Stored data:
━━━━━━━━━━━━━━━━━━━━

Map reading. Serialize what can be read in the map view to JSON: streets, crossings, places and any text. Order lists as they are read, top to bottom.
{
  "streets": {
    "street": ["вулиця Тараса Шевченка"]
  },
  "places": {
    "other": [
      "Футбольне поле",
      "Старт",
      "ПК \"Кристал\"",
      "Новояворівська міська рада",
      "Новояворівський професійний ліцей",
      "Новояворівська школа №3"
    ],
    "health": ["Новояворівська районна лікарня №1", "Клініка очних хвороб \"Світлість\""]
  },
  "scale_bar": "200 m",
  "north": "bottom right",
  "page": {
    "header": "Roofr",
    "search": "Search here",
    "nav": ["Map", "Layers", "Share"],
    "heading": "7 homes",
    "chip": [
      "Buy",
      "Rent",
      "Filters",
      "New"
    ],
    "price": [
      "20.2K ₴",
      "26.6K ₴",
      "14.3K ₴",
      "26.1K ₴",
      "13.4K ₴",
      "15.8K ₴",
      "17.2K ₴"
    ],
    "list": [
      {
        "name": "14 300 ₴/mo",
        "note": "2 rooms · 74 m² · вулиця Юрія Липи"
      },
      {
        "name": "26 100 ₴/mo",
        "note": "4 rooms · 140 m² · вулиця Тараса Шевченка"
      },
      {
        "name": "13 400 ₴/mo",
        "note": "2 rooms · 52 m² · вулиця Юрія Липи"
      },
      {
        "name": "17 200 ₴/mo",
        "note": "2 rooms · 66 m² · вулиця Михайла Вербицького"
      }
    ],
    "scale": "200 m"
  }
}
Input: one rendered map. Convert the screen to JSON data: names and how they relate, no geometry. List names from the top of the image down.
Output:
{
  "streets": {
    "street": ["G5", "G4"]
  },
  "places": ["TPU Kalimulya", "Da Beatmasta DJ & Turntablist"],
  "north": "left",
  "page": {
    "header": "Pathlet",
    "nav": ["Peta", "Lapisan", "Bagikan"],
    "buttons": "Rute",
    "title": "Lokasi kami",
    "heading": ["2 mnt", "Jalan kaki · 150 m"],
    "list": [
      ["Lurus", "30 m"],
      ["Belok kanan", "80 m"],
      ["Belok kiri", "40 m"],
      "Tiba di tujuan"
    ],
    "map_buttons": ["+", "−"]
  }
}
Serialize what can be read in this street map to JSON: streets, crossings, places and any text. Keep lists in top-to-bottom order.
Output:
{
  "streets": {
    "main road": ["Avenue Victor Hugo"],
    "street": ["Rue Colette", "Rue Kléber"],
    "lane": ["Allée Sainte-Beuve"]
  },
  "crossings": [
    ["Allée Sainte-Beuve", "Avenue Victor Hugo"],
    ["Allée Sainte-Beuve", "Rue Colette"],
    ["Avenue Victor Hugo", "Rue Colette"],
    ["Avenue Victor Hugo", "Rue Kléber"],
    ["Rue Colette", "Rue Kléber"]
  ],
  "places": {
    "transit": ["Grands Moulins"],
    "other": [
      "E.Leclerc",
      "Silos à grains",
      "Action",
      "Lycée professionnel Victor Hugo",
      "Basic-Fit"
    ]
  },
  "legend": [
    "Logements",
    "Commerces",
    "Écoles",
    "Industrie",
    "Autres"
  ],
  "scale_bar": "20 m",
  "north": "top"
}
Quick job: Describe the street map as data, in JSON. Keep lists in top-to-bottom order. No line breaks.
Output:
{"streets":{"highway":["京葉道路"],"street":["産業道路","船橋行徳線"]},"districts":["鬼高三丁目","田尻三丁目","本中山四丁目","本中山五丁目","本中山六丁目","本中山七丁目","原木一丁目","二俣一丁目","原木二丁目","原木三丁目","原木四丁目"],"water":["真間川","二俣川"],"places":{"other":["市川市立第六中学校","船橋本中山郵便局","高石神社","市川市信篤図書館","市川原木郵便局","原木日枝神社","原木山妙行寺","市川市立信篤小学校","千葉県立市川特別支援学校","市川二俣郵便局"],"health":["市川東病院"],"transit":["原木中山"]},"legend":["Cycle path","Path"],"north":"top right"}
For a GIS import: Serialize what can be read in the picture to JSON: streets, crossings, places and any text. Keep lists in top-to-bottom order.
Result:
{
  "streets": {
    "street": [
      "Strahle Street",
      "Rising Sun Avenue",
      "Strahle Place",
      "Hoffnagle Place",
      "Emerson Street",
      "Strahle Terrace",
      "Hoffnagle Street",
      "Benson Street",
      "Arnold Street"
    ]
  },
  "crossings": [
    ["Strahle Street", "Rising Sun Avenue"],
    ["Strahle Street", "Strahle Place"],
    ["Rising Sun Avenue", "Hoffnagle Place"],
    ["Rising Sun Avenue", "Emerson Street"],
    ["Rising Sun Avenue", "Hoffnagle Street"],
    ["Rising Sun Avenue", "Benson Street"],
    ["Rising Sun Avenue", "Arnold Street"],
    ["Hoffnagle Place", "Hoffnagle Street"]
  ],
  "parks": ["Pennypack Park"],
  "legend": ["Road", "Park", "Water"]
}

━━━━━━━━━━━━━━━━━━━━

**ABOUT THIS EXERCISE**
Repeat all of the entries exactly.

**OUTPUT**
Map reading. Serialize what can be read in the map view to JSON: streets, crossings, places and any text. Order lists as they are read, top to bottom.
{
  "streets": {
    "street": ["вулиця Тараса Шевченка"]
  },
  "places": {
    "other": [
      "Футбольне поле",
      "Старт",
      "ПК \"Кристал\"",
      "Новояворівська міська рада",
      "Новояворівський професійний ліцей",
      "Новояворівська школа №3"
    ],
    "health": ["Новояворівська районна лікарня №1", "Клініка очних хвороб \"Світлість\""]
  },
  "scale_bar": "200 m",
  "north": "bottom right",
  "page": {
    "header": "Roofr",
    "search": "Search here",
    "nav": ["Map", "Layers", "Share"],
    "heading": "7 homes",
    "chip": [
      "Buy",
      "Rent",
      "Filters",
      "New"
    ],
    "price": [
      "20.2K ₴",
      "26.6K ₴",
      "14.3K ₴",
      "26.1K ₴",
      "13.4K ₴",
      "15.8K ₴",
      "17.2K ₴"
    ],
    "list": [
      {
        "name": "14 300 ₴/mo",
        "note": "2 rooms · 74 m² · вулиця Юрія Липи"
      },
      {
        "name": "26 100 ₴/mo",
        "note": "4 rooms · 140 m² · вулиця Тараса Шевченка"
      },
      {
        "name": "13 400 ₴/mo",
        "note": "2 rooms · 52 m² · вулиця Юрія Липи"
      },
      {
        "name": "17 200 ₴/mo",
        "note": "2 rooms · 66 m² · вулиця Михайла Вербицького"
      }
    ],
    "scale": "200 m"
  }
}
Input: one rendered map. Convert the screen to JSON data: names and how they relate, no geometry. List names from the top of the image down.
Output:
{
  "streets": {
    "street": ["G5", "G4"]
  },
  "places": ["TPU Kalimulya", "Da Beatmasta DJ & Turntablist"],
  "north": "left",
  "page": {
    "header": "Pathlet",
    "nav": ["Peta", "Lapisan", "Bagikan"],
    "buttons": "Rute",
    "title": "Lokasi kami",
    "heading": ["2 mnt", "Jalan kaki · 150 m"],
    "list": [
      ["Lurus", "30 m"],
      ["Belok kanan", "80 m"],
      ["Belok kiri", "40 m"],
      "Tiba di tujuan"
    ],
    "map_buttons": ["+", "−"]
  }
}
Serialize what can be read in this street map to JSON: streets, crossings, places and any text. Keep lists in top-to-bottom order.
Output:
{
  "streets": {
    "main road": ["Avenue Victor Hugo"],
    "street": ["Rue Colette", "Rue Kléber"],
    "lane": ["Allée Sainte-Beuve"]
  },
  "crossings": [
    ["Allée Sainte-Beuve", "Avenue Victor Hugo"],
    ["Allée Sainte-Beuve", "Rue Colette"],
    ["Avenue Victor Hugo", "Rue Colette"],
    ["Avenue Victor Hugo", "Rue Kléber"],
    ["Rue Colette", "Rue Kléber"]
  ],
  "places": {
    "transit": ["Grands Moulins"],
    "other": [
      "E.Leclerc",
      "Silos à grains",
      "Action",
      "Lycée professionnel Victor Hugo",
      "Basic-Fit"
    ]
  },
  "legend": [
    "Logements",
    "Commerces",
    "Écoles",
    "Industrie",
    "Autres"
  ],
  "scale_bar": "20 m",
  "north": "top"
}
Quick job: Describe the street map as data, in JSON. Keep lists in top-to-bottom order. No line breaks.
Output:
{"streets":{"highway":["京葉道路"],"street":["産業道路","船橋行徳線"]},"districts":["鬼高三丁目","田尻三丁目","本中山四丁目","本中山五丁目","本中山六丁目","本中山七丁目","原木一丁目","二俣一丁目","原木二丁目","原木三丁目","原木四丁目"],"water":["真間川","二俣川"],"places":{"other":["市川市立第六中学校","船橋本中山郵便局","高石神社","市川市信篤図書館","市川原木郵便局","原木日枝神社","原木山妙行寺","市川市立信篤小学校","千葉県立市川特別支援学校","市川二俣郵便局"],"health":["市川東病院"],"transit":["原木中山"]},"legend":["Cycle path","Path"],"north":"top right"}
For a GIS import: Serialize what can be read in the picture to JSON: streets, crossings, places and any text. Keep lists in top-to-bottom order.
Result:
{
  "streets": {
    "street": [
      "Strahle Street",
      "Rising Sun Avenue",
      "Strahle Place",
      "Hoffnagle Place",
      "Emerson Street",
      "Strahle Terrace",
      "Hoffnagle Street",
      "Benson Street",
      "Arnold Street"
    ]
  },
  "crossings": [
    ["Strahle Street", "Rising Sun Avenue"],
    ["Strahle Street", "Strahle Place"],
    ["Rising Sun Avenue", "Hoffnagle Place"],
    ["Rising Sun Avenue", "Emerson Street"],
    ["Rising Sun Avenue", "Hoffnagle Street"],
    ["Rising Sun Avenue", "Benson Street"],
    ["Rising Sun Avenue", "Arnold Street"],
    ["Hoffnagle Place", "Hoffnagle Street"]
  ],
  "parks": ["Pennypack Park"],
  "legend": ["Road", "Park", "Water"]
}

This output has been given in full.